Whenever I browse /r/PropagandaPosters I'm always somewhat surprised at how blatantly racist or nationalist (shocker) many old propaganda posters are, and I can't imagine how people could have taken them seriously at the time. For example, things like this would never a acceptable now, and it seems like I don't see anything even remotley similar now even though the U.S is at war with a variety of nations. When did propaganda stop being so thinly veiled as it was it WWII and before?

CrossyNZ

Propaganda is a funny business. As you so rightly point out, what is great and effective at mobilizing support in one situation looks completely inappropriate in another. These types of things are cultural secretions entirely dependent on time, place, and especially its audience.

Propaganda of any type - both white and black - depends on knowing its audience. "White" propaganda is something like an Army newspaper or a flattering documentary. It is designed to make a side look better than their enemies, or promote positive understandings and behaviour. Far and away this is the most common type of propaganda - even if you look quantitatively at posters produced for the Allies during World War One and Two, they are mostly aimed at encouraging workplace participation, getting people to buy victory bonds, or enlist.

((For America in World War Two, this makes especial sense. The government officially had no organ of propaganda until the Office of War Information in 1942, due to fears over how it would be perceived by the public. The OWI was formed not only from official channels, but also from private industry; it is considered the forerunner to modern advertising.))

"Black" propaganda is the negative type we all think of - the type that makes the enemy look bad.
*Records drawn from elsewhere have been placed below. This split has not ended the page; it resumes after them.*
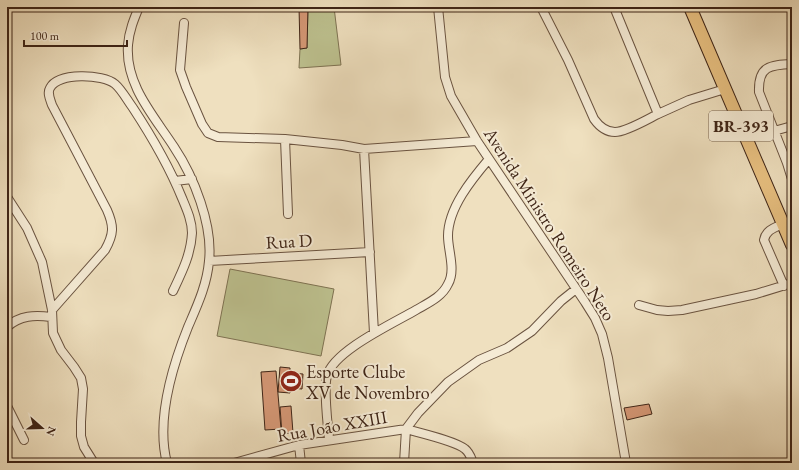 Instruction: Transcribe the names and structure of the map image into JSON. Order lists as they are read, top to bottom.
{
  "streets": {
    "highway": ["BR-393"],
    "street": ["Avenida Ministro Romeiro Neto", "Rua D", "Rua João XXIII"]
  },
  "crossings": [
    ["Avenida Ministro Romeiro Neto", "Rua João XXIII"]
  ],
  "places": {
    "sports": ["Esporte Clube XV de Novembro"]
  },
  "scale_bar": "100 m",
  "north": "right"
} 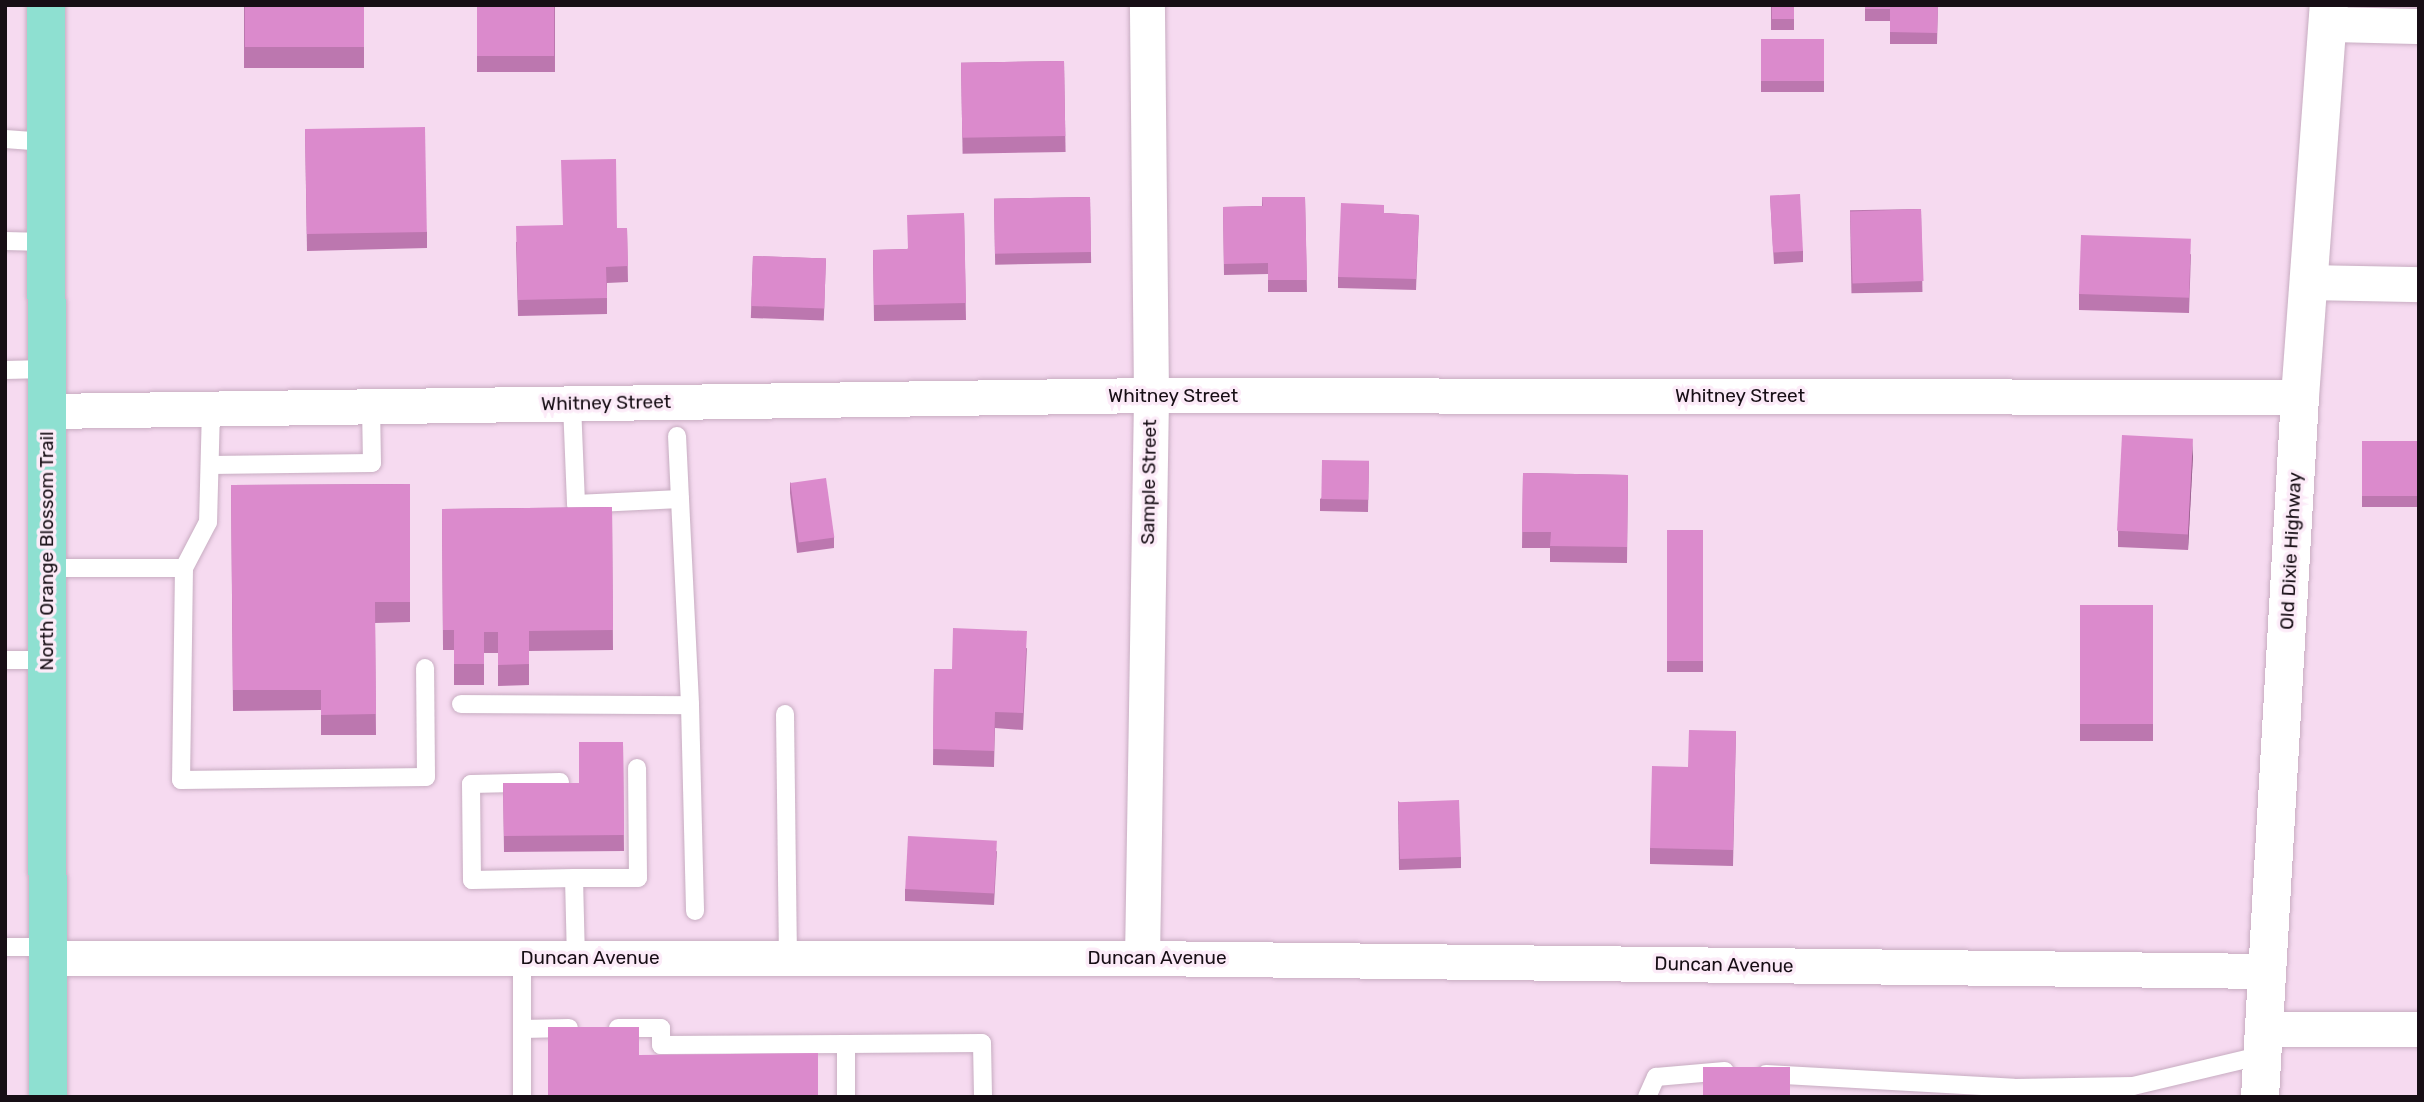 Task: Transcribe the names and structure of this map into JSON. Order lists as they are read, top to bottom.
{
  "streets": {
    "main road": ["North Orange Blossom Trail"],
    "street": [
      "Whitney Street",
      "Sample Street",
      "Old Dixie Highway",
      "Duncan Avenue"
    ]
  },
  "crossings": [
    ["Whitney Street", "Sample Street"],
    ["Whitney Street", "North Orange Blossom Trail"],
    ["Whitney Street", "Old Dixie Highway"],
    ["Sample Street", "Duncan Avenue"],
    ["North Orange Blossom Trail", "Duncan Avenue"],
    ["Old Dixie Highway", "Duncan Avenue"]
  ]
}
There are actually a few different groups even inside "black" propaganda. There is the type that makes your enemy look like a caricature, promoting ridicule. There is the kind that makes the enemy look effectively monstrous.

This second type - a tiny, tiny fraction of the total propaganda produced - is the type that tends to disproportionately attract the attention.
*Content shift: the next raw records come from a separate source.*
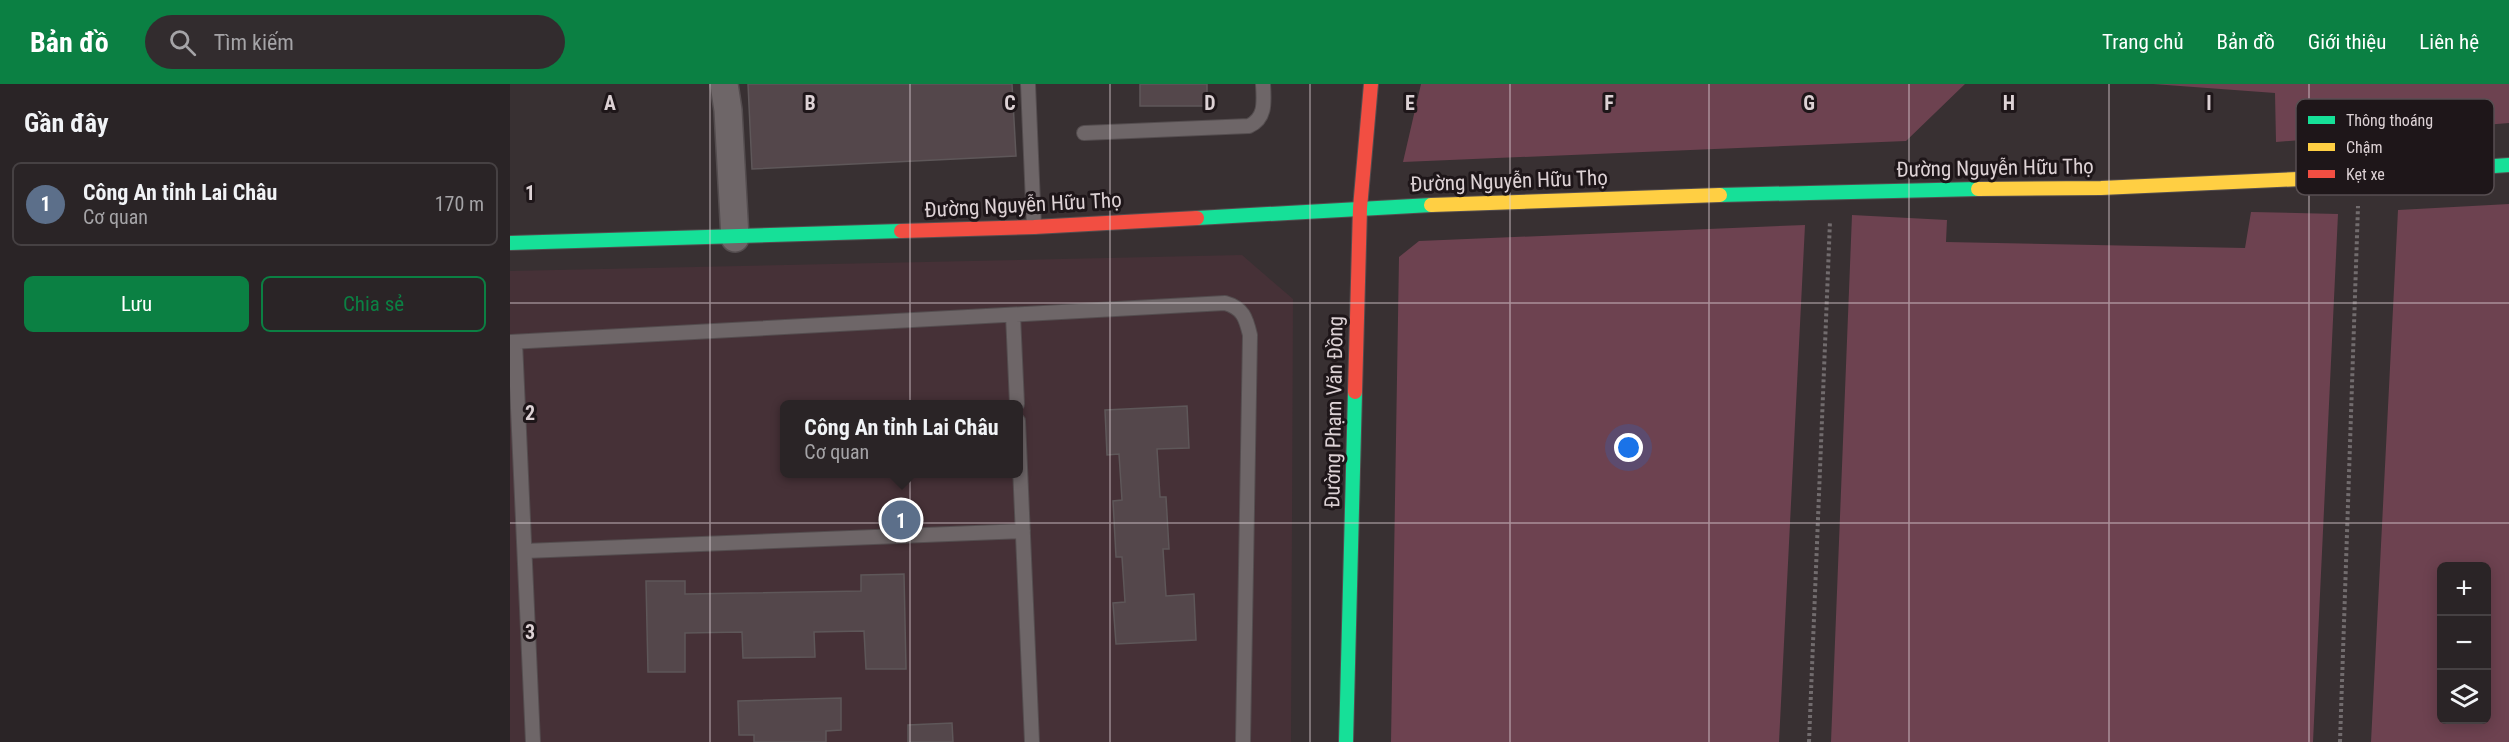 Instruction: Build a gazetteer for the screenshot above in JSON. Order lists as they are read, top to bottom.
{
  "streets": {
    "street": ["Đường Nguyễn Hữu Thọ", "Đường Phạm Văn Đồng"]
  },
  "crossings": [
    ["Đường Nguyễn Hữu Thọ", "Đường Phạm Văn Đồng"]
  ],
  "legend": ["Thông thoáng", "Chậm", "Kẹt xe"],
  "page": {
    "header": "Bản đồ",
    "search": "Tìm kiếm",
    "nav": [
      "Trang chủ",
      "Bản đồ",
      "Giới thiệu",
      "Liên hệ"
    ],
    "heading": "Gần đây",
    "list": [
      {
        "mark": "1",
        "name": "Công An tỉnh Lai Châu",
        "note": "Cơ quan",
        "value": "170 m"
      }
    ],
    "buttons": ["Lưu", "Chia sẻ"],
    "popup": ["Công An tỉnh Lai Châu", "Cơ quan"],
    "pins": "1",
    "map_buttons": ["+", "−"]
  },
  "grid": {
    "columns": [
      "A",
      "B",
      "C",
      "D",
      "E",
      "F",
      "G",
      "H",
      "I"
    ],
    "rows": ["1", "2", "3"]
  }
}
So, we need to ask ourselves. What is a "monster"? Why do people find them so memorable, and so worrying? The answer, at least according to Judith Halberstam, is that a monster can't be one scary thing, or even a couple of scary things, but instead must be made up of a kind of 'gestalt of fears'. A monster is a build-up of all the things people are worried about, or that concern them, or that secretly frighten them. It is a place where this conceptual fear is personified in flesh.

In a book called War Without Mercy, John Dower traces how Americans conceptualized the Japanese throughout the Second World War. From the start, the dominant iconography of the Japanese was as a jungle Ape. Monkeys and other racist imagery abounded, playing on white American fears of the "yellow peril", speaking to pre-existing concerns about race, and about how threatened civilization was in that part of the Pacific. These fears were enormously pervasive throughout American society, and so the imagery played very well. They play less well now as concerns about burgeoning Japanese power, and concerns about the Japanese in racial terms, don't really exist.

It is a big question you've asked, and I have tried to be clear, but inevitably I have had to shorten what would be a couple of lectures into something which might not answer all you wanted. Feel free to ask any follow up questions you'd like!